On Our Radar: In "Instant Cash for Gold", Jill Barber sends a message that playing music has its challenges

    1 of 2 2 of 2

      There’s perception, and then there’s reality, the latter playing an understated but significant role in Jill Barber’s new video for “Instant Cash for Gold.” 

      On the surface everything looks pretty much idyllic, starting with a Country Living barn that comes complete with picture-perfect hay bales, splintered-pine siding, and rows of ‘40s farmhouse chairs. Even better, that barn seemingly houses a dream-hazed secondhand store specializing in retro-clocks, paintings of hopelessly sad clowns, pre-television kids’ toys, and faded tobacco tins (pass the Ogden’s Virginia cut plug and the rolling papers!)

      Barber, who's as comfortable with indie soft-rock and springtime-in-Paris pop as she is with throwback jazz, certainly looks serene and relaxed enough with her acoustic guitar and casual blue dress. 

      But there’s also a serious melancholy streak in her delivery, fitting considering “Instant Cash for Gold” meshes rainy-day country with soft introspective folk. 

      On video-backdrop story, Barber offers this: "I've always been fascinated by second hand objects sitting on a shelf: How an object's sentimental value, which depends entirely on a person's lived experience with it, can differ so much from its monetary value, which depends entirely on what a person is willing to pay for it. There's a sadness, but also a beauty to a ramshackle collection of things-from-people's past that I find intriguing. Self-directed and shot handheld on an iPhone at MacCool's Re-use, in Chadsey's barn and along the bucolic roads of Prince Edward County, ON where my parents live, I wanted this video to capture the warmth, longing and personal reflection expressed in my song "Instant Cash for Gold".

      As for what Barber is really saying in the tune and clip, that brings us back to perception and reality. Remember that old Dire Straits hit about how musicians—or at least the semi-successful ones–get their money for nothing? 

      To those who’ve never spent endless hours in a tour van, eaten warm cold-cuts off a deli tray in a colder green room, or played to six people in Thunder Bay on Friday night, music is the greatest job in the world. Who wouldn’t love getting paid to play guitar, work an hour or so a day, and generally live the endlessly romantic life of a nomad? 

      Except that, at some point–especially after the novelty has worn off and the responsibilities that come with adulthood arrive–things get a little more challenging for everyone not lucky enough to be part of pop music’s One Percent club. 

      The Vancouver-based Barber, who now balances a career in music with the endless demands of being a wife and a mother, explains where she’s at during this phase of her life with, “ “One day I was headlining Massey Hall, and the next day I was sweeping a messy hall”. 

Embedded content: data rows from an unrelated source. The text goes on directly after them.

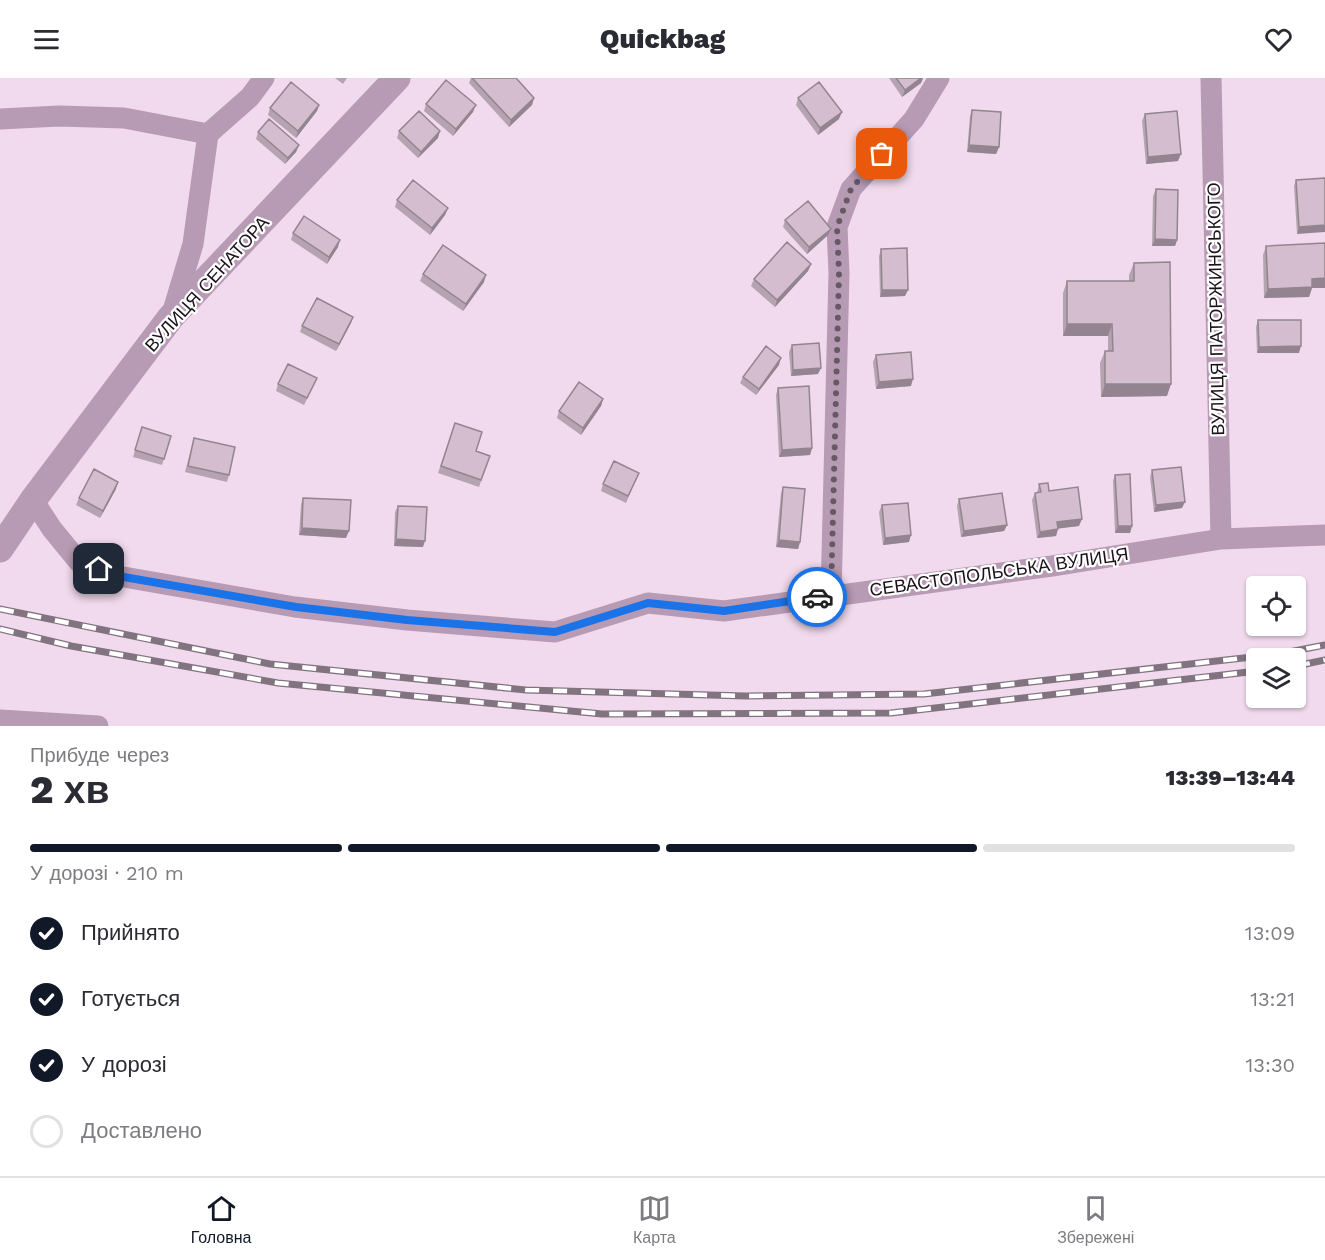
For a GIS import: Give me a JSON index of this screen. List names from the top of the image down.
{
  "streets": {
    "street": ["ВУЛИЦЯ СЕНАТОРА", "ВУЛИЦЯ ПАТОРЖИНСЬКОГО", "СЕВАСТОПОЛЬСЬКА ВУЛИЦЯ"]
  },
  "crossings": [
    ["ВУЛИЦЯ СЕНАТОРА", "СЕВАСТОПОЛЬСЬКА ВУЛИЦЯ"],
    ["ВУЛИЦЯ ПАТОРЖИНСЬКОГО", "СЕВАСТОПОЛЬСЬКА ВУЛИЦЯ"]
  ],
  "page": {
    "header": "Quickbag",
    "heading": ["2 хв", "Прибуде через", "13:39–13:44"],
    "bar": "У дорозі · 210 m",
    "list": [
      ["Прийнято", "13:09"],
      ["Готується", "13:21"],
      ["У дорозі", "13:30"],
      "Доставлено"
    ],
    "tabs": ["Головна", "Карта", "Збережені"]
  }
}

      Need more on “Instant Cash for Gold"? Here you go: “[It’s] a reflection on the chasm that exists between the personal value that music holds for people, relative to its commercial value. Sadly, the persistent undervaluing of music forces so many of us musicians to trade it all in—often in a defeated way, much like those willing to trade in their most valued possession out of pure desperation to have cash in hand.” 

      Reality doesn’t necessarily bite, but it often drives home that everything, despite appearances to the contrary, is indeed relative.